What so visibly upset Ev was a crude power play, aimed at G.O.P. Gubernatorial Nominee Chuck Percy, by Goldwater forces at the meeting. During his successful primary campaign, Percy pledged himself to vote in San Francisco for the presidential candidate favored by a majority of the Illinois delegation. As of now, Goldwater holds that majority, and Percy has every intention of keeping his word. But he is suspect to the Goldwaterites because of his well-known belief that putting the Arizona Senator at the top of the ticket would seriously hurt the chances of all Illinois Republican state candidates, including Percy's own.
As the gubernatorial nominee, Percy could have expected to be chairman of the Illinois delegation to the national convention. But he knew he faced opposition from the Goldwater camp, and he didn't particularly want the chairmanship anyway; as chairman, he would be required to announce the convention vote of the heavily Goldwater delegation, thereby apparently identifying himself with Goldwater in the flood lights of national television.
Percy therefore proposed that Dirksen be chairman, that he himself take second place as cochairman, and that the third top delegation post, that of secretary, go to an all-out Goldwater man. Dirksen agreed, and so did U.S. Representative Ed Derwinski, the Goldwater leader in Illinois. Said Derwinski later: "I agree to Dirksen's taking over as chairman because I think Chuck should be absolved from the line of fire at the convention. He needs to be out of it for his campaign."
But the rank-and-file Goldwater followers emphatically did not agree. And it quickly became clear that they had the votes to require that two of the three top national delegation officers be signed-in-blood Barry backers, thereby eliminating either Dirksen or, preferably, Percy. Dirksen was furious. "This is awful," he told Percy. "I'm going to make a fight of this."

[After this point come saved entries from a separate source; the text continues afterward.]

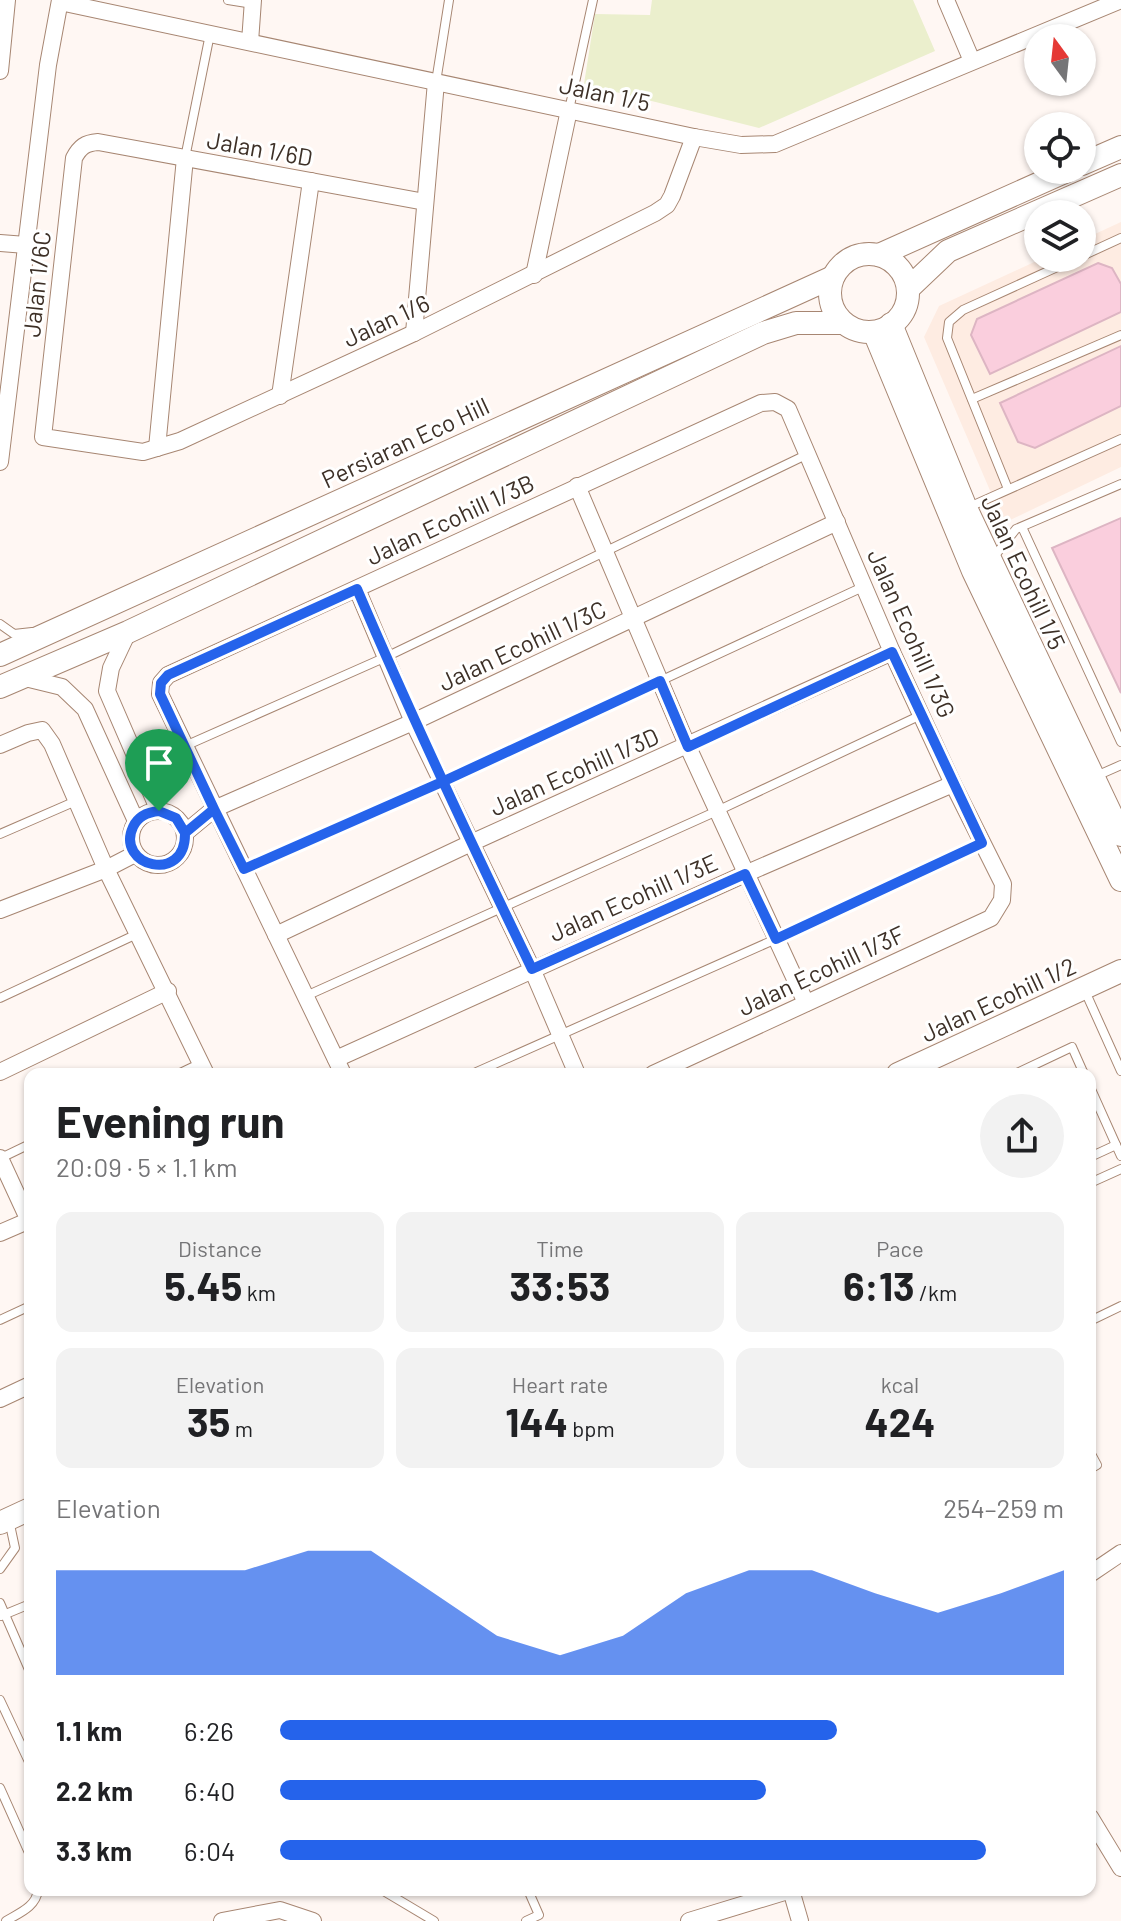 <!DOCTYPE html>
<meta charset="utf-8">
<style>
:root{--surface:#fff;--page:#f2f2f2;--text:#202124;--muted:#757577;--accent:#2563eb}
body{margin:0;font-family:Barlow,sans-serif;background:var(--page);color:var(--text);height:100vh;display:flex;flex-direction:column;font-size:30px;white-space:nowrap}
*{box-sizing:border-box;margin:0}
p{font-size:26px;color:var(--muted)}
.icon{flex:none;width:44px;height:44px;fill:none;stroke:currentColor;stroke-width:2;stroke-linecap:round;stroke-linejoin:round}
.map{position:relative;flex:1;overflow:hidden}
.details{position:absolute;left:24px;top:1068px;width:1072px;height:828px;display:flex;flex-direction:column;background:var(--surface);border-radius:16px;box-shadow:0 2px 6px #0004}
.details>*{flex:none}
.needle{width:52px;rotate:345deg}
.controls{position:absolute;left:1024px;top:24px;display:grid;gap:16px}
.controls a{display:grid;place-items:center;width:72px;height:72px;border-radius:50%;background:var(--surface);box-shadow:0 2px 6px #0004;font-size:40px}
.pin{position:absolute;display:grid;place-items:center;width:68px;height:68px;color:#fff;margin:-82px -34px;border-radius:50% 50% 50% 0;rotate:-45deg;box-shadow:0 0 8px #0007}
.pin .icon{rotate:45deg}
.round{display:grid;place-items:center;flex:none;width:84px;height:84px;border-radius:42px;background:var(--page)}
.head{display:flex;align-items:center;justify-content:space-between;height:136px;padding:0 32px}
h1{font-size:44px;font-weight:700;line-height:60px}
.figures{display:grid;grid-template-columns:repeat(3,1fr);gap:12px;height:136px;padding:8px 32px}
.figures div{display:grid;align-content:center;border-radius:16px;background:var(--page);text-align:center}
.figures b{font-size:40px;font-weight:700}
.figures small{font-size:22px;font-weight:400}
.figures p{font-size:22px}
.chart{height:224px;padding:16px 32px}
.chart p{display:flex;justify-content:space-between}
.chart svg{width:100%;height:144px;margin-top:8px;fill:var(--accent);opacity:.7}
ul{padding:0 32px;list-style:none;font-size:26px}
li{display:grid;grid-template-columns:128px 96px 1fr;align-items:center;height:60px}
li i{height:20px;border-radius:10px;background:var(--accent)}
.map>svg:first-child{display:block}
.built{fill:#feece2}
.green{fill:#ebefcd}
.building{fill:#facedd;stroke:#ddb5c3;stroke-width:2}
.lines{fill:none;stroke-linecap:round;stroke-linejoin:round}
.lane-casing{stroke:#a78672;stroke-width:10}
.street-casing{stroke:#a78672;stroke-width:18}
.secondary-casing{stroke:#a78672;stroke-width:24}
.lane{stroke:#fff;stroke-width:8}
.street{stroke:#fff;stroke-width:16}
.secondary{stroke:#fff;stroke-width:22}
.route-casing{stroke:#fff;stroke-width:16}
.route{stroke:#2563eb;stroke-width:10}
.labels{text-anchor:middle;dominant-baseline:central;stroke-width:6;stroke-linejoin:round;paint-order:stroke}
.street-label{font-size:24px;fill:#3d3027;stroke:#fff}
</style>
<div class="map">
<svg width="1121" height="1921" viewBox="0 0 1121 1921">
<rect width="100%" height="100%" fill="#fff7f3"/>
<polygon class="built" points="1121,222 1121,467 1004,523 924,337 939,306 1043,258 1082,258 1082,240"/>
<polygon class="green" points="652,0 913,0 935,51 759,128 584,84 595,14 650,15"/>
<g class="building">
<polygon points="1098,263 1112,268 1121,284 1121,312 990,374 971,335 977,319"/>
<polygon points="1121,346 1121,406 1035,448 1018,442 1000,403"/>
<polygon points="1121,518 1121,693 1052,548"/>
</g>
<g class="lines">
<g class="lane-casing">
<g id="lane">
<polyline points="228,0 253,4"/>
<polyline points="436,82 449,0"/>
<polyline points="569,110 593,0"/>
<polyline points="185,158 210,34"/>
<polyline points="1082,256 1121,238"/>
<polyline points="972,399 1121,335"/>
<polyline points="1008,489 947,338 949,322 963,310 1077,258"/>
<polyline points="967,508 1121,439"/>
<polyline points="1022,527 1121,742"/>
<polyline points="993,558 1016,529 1121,484"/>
<polyline points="0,624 14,634 32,632"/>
<polyline points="185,746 386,657 808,454"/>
<polyline points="1094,777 1121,765"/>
<polyline points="0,834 76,801"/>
<polyline points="244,869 442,782 865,586"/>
<polyline points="1085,991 1121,1071"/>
<polyline points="306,996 717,811 921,715"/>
<polyline points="0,998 137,934"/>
<polyline points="178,1074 201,1063"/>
<polyline points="472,1074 776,939 982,843"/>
<polyline points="1015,1074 1072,1047 1084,1074"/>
<polyline points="1090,1087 1121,1156"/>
<polyline points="1090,1157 1116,1145"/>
<polyline points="1,1158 30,1144"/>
<polyline points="1090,1183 1121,1169"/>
<polyline points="0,1320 30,1306"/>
<polyline points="1090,1321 1121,1306"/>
<polyline points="1090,1452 1097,1465 1090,1469"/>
<polyline points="0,1569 15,1548 9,1520"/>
<polyline points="30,1574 30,1586"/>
<polyline points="0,1603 30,1672"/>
<polyline points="1,1616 30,1604"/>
<polyline points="0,1700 30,1764"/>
<polyline points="0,1788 30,1855"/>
<polyline points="382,1890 434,1921"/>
<path d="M6,1921C19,1913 36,1907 38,1890"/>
<polyline points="526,1921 539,1915 528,1890"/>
</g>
</g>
<g class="street-casing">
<g id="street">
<polyline points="946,0 972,61"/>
<polyline points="60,2 694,137 741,145 775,144 1121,0"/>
<polyline points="250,42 253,0"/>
<polyline points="0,71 7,0"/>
<path d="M425,202L98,142C85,143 80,147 74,158L43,437L143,452L180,441L414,333L655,213L667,205L672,196L694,137"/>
<polyline points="0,243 26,245"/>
<polyline points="534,275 569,110"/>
<polyline points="414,333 436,82"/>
<polyline points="280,396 311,181"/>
<polyline points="157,448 185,158"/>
<polyline points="0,462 48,65 60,0"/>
<polyline points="577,486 688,747 806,1003"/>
<polyline points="357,589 413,722 532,969 577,1074"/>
<polyline points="128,632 111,668 107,691 159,811"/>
<polyline points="21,677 62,687 85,709 136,821"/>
<polyline points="0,745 28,733 42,730 52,744 106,869 206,1074"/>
<circle cx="158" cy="838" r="27"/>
<polyline points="185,833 214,809 413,722 837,522"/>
<polyline points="0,910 106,869 135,854"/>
<polyline points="276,935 471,843 892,652"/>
<polyline points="336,1059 745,874 953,784"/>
<polyline points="0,1072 168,991"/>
<polyline points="343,1074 160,694 161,683 168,675 761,403 775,402 788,409 892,652 953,784 1003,884 1002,900 991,918 653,1074"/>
<polyline points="0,1158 30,1223"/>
<polyline points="0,1233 30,1220"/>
<polyline points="0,1399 30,1385"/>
<polyline points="1090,1574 1121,1553"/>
<polyline points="1090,1817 1121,1868"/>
<polyline points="791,1890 800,1921"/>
<polyline points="222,1921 280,1910 313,1921"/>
<polyline points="689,1921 791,1890"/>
</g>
</g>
<g class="secondary-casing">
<g id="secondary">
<polyline points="1082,164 1121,147"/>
<circle cx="869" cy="293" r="39"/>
<polyline points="879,255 1069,170"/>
<polyline points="908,289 948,251 1121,175"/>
<polyline points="891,324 966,508 1121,835"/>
<polyline points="874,332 973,571 1121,880"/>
<polyline points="0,655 833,277"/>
<polyline points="0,687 128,632 763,333 796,323 843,323"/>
<polyline points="898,1074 1121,971"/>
<polyline points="0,1523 30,1509"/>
</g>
</g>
<use href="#lane" class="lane"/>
<use href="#street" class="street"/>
<use href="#secondary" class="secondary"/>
</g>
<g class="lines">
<g class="route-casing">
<path id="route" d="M159,811L176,818L185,833L214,809L160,694L161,683L168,675L357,589C412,718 471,843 532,969L745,874L776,939L982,843L892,652L688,747L660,681L442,782L244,869L214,809L185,833C186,885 115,866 133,827C138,816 148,812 159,811"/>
</g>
<use href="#route" class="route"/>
</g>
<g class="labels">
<g class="street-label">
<text transform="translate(605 93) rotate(12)">Jalan 1/5</text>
<text transform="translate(260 148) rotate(10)">Jalan 1/6D</text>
<text transform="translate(36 284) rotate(-84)">Jalan 1/6C</text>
<text transform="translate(386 320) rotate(-25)">Jalan 1/6</text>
<text transform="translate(405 442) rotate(-25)">Persiaran Eco Hill</text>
<text transform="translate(450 519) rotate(-25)">Jalan Ecohill 1/3B</text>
<text transform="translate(1024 572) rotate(65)">Jalan Ecohill 1/5</text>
<text transform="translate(912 633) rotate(66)">Jalan Ecohill 1/3G</text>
<text transform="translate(522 645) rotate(-25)">Jalan Ecohill 1/3C</text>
<text transform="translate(574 771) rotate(-24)">Jalan Ecohill 1/3D</text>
<text transform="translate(633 897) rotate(-24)">Jalan Ecohill 1/3E</text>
<text transform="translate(821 970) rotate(-25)">Jalan Ecohill 1/3F</text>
<text transform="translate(998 999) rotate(-25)">Jalan Ecohill 1/2</text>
</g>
</g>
</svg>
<div class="controls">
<a><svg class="needle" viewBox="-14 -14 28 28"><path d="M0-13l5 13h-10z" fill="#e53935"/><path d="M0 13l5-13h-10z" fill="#757577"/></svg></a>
<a><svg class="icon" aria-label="locate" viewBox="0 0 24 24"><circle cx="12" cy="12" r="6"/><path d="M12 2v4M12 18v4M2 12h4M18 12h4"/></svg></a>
<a><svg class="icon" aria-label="layers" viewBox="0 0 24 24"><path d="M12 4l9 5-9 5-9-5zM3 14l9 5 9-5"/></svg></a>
</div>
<div class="pin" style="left:159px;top:811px;background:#1e9e55"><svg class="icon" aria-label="arrive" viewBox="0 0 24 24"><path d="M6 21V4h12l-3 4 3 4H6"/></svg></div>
<section class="details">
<div class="head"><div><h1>Evening run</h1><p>20:09 · 5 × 1.1 km</p></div><a class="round"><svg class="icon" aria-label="share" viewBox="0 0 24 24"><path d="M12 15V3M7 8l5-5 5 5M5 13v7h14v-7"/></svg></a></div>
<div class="figures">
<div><p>Distance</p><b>5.45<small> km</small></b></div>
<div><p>Time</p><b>33:53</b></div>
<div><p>Pace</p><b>6:13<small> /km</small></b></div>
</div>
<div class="figures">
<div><p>Elevation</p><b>35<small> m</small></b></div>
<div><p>Heart rate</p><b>144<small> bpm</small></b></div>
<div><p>kcal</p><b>424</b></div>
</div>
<div class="chart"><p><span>Elevation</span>254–259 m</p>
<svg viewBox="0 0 160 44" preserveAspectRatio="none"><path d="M0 44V12L10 12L20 12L30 12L40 6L50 6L60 19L70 32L80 38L90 32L100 19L110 12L120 12L130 19L140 25L150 19L160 12V44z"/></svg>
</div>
<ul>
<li><b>1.1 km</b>6:26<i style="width:71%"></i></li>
<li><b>2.2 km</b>6:40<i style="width:62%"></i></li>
<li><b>3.3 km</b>6:04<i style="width:90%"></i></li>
</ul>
</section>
</div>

For the sake of party harmony, Percy urged Ev against this course. "I can't afford to fight these Goldwater people," he said. Percy therefore withdrew as prospective cochairman, a Goldwater-leaner was named vice chairman, Dirksen left town mad, and Illinois Republicans were treated to the sight of their gubernatorial nominee, chosen overwhelmingly in a statewide primary, being reduced io the status of just another common delegate at the national convention.